▸ **HOW TO COMPLETE THIS TASK**: Search the records for "中国电信" and copy each line that holds it.

▸ **EXERCISE MATERIALS**:
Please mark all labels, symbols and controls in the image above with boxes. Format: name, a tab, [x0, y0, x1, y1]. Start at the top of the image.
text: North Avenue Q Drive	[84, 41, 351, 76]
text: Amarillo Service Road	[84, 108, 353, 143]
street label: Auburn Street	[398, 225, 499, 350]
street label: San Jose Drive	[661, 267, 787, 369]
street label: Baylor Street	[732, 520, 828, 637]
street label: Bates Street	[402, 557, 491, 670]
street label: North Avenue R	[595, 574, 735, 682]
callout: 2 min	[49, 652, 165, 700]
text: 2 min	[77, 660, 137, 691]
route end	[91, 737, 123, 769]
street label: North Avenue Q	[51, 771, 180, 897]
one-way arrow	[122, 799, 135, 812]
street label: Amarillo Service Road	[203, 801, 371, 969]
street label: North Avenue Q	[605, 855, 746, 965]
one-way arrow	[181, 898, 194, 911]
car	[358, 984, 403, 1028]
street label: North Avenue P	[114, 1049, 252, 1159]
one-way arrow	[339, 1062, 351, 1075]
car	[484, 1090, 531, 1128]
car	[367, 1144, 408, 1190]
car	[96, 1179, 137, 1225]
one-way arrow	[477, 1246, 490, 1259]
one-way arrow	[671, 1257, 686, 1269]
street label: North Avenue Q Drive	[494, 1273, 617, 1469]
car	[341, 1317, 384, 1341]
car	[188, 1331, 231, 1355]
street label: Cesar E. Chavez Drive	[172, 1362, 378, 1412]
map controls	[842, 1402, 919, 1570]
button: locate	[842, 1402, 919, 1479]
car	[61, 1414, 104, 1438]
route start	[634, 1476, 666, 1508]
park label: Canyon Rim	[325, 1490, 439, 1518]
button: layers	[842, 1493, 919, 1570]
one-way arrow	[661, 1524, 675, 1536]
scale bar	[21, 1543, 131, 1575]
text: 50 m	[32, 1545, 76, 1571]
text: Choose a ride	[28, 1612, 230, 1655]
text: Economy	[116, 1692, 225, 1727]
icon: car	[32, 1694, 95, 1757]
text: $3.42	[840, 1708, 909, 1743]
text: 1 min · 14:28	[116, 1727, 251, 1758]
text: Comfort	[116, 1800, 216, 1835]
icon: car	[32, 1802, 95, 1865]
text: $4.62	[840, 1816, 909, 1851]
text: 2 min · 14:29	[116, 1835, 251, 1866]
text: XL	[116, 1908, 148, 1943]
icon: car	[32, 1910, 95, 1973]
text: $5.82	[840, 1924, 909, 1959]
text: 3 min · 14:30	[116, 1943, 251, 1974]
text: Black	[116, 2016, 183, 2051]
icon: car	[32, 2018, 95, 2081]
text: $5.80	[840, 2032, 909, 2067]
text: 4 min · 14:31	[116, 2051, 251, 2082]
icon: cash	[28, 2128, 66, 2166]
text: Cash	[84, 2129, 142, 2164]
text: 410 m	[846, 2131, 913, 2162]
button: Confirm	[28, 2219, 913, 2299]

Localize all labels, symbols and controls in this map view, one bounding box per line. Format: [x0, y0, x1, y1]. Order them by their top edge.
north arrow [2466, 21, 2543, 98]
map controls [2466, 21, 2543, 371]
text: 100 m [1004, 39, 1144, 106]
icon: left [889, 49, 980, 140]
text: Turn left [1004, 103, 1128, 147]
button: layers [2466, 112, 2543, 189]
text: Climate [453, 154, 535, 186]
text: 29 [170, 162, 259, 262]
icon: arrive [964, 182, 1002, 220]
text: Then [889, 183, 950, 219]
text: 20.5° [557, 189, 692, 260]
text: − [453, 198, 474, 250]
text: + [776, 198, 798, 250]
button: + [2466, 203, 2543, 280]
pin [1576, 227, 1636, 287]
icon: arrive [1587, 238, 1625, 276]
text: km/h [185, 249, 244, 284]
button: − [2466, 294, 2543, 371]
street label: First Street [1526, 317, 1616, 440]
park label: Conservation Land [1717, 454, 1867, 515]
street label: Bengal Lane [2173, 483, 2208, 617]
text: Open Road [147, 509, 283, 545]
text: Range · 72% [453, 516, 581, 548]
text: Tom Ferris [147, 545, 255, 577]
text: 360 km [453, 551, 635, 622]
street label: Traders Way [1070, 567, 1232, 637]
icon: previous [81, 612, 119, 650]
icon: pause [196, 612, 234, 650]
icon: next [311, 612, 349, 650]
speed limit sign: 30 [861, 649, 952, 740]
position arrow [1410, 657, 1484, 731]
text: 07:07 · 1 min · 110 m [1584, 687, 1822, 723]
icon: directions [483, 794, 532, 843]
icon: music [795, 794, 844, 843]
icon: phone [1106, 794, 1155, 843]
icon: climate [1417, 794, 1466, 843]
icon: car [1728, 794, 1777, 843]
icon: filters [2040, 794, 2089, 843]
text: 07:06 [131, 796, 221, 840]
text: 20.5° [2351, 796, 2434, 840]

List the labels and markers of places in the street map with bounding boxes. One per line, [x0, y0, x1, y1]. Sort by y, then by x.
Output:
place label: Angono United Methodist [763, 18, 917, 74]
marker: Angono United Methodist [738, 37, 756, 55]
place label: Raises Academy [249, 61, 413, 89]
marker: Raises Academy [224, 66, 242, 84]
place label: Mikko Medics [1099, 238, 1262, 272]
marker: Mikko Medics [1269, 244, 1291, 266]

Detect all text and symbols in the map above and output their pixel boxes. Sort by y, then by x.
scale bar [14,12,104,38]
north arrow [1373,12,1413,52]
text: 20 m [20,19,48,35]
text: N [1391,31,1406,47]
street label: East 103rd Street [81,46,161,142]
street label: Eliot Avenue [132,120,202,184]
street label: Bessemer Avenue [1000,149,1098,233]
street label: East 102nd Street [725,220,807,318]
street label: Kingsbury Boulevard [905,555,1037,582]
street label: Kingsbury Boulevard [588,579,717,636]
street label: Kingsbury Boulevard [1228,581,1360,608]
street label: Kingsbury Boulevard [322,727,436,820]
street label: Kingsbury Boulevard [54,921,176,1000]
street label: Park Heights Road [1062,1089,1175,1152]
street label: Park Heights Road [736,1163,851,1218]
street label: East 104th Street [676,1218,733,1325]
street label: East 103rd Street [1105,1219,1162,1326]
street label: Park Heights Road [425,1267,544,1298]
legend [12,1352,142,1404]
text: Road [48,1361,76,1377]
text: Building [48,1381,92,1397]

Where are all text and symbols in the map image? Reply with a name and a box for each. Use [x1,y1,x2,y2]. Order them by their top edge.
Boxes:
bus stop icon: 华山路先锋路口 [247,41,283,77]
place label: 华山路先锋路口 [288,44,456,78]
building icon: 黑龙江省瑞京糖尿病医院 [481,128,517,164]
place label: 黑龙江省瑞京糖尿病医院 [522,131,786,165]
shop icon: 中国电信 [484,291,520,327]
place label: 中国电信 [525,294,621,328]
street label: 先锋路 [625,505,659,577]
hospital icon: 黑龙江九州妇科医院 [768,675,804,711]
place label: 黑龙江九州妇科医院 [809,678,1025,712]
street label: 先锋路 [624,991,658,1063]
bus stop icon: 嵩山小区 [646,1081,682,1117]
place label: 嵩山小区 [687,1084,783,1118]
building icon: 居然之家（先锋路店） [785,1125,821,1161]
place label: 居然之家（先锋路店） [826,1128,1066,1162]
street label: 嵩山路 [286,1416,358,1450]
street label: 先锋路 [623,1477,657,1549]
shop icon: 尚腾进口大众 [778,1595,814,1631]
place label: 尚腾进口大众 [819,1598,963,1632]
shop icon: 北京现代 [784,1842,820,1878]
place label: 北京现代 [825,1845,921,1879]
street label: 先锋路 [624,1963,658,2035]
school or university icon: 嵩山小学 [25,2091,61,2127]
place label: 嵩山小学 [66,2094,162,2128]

▸ **OUTPUT FOR THIS TASK**:
shop icon: 中国电信 [484,291,520,327]
place label: 中国电信 [525,294,621,328]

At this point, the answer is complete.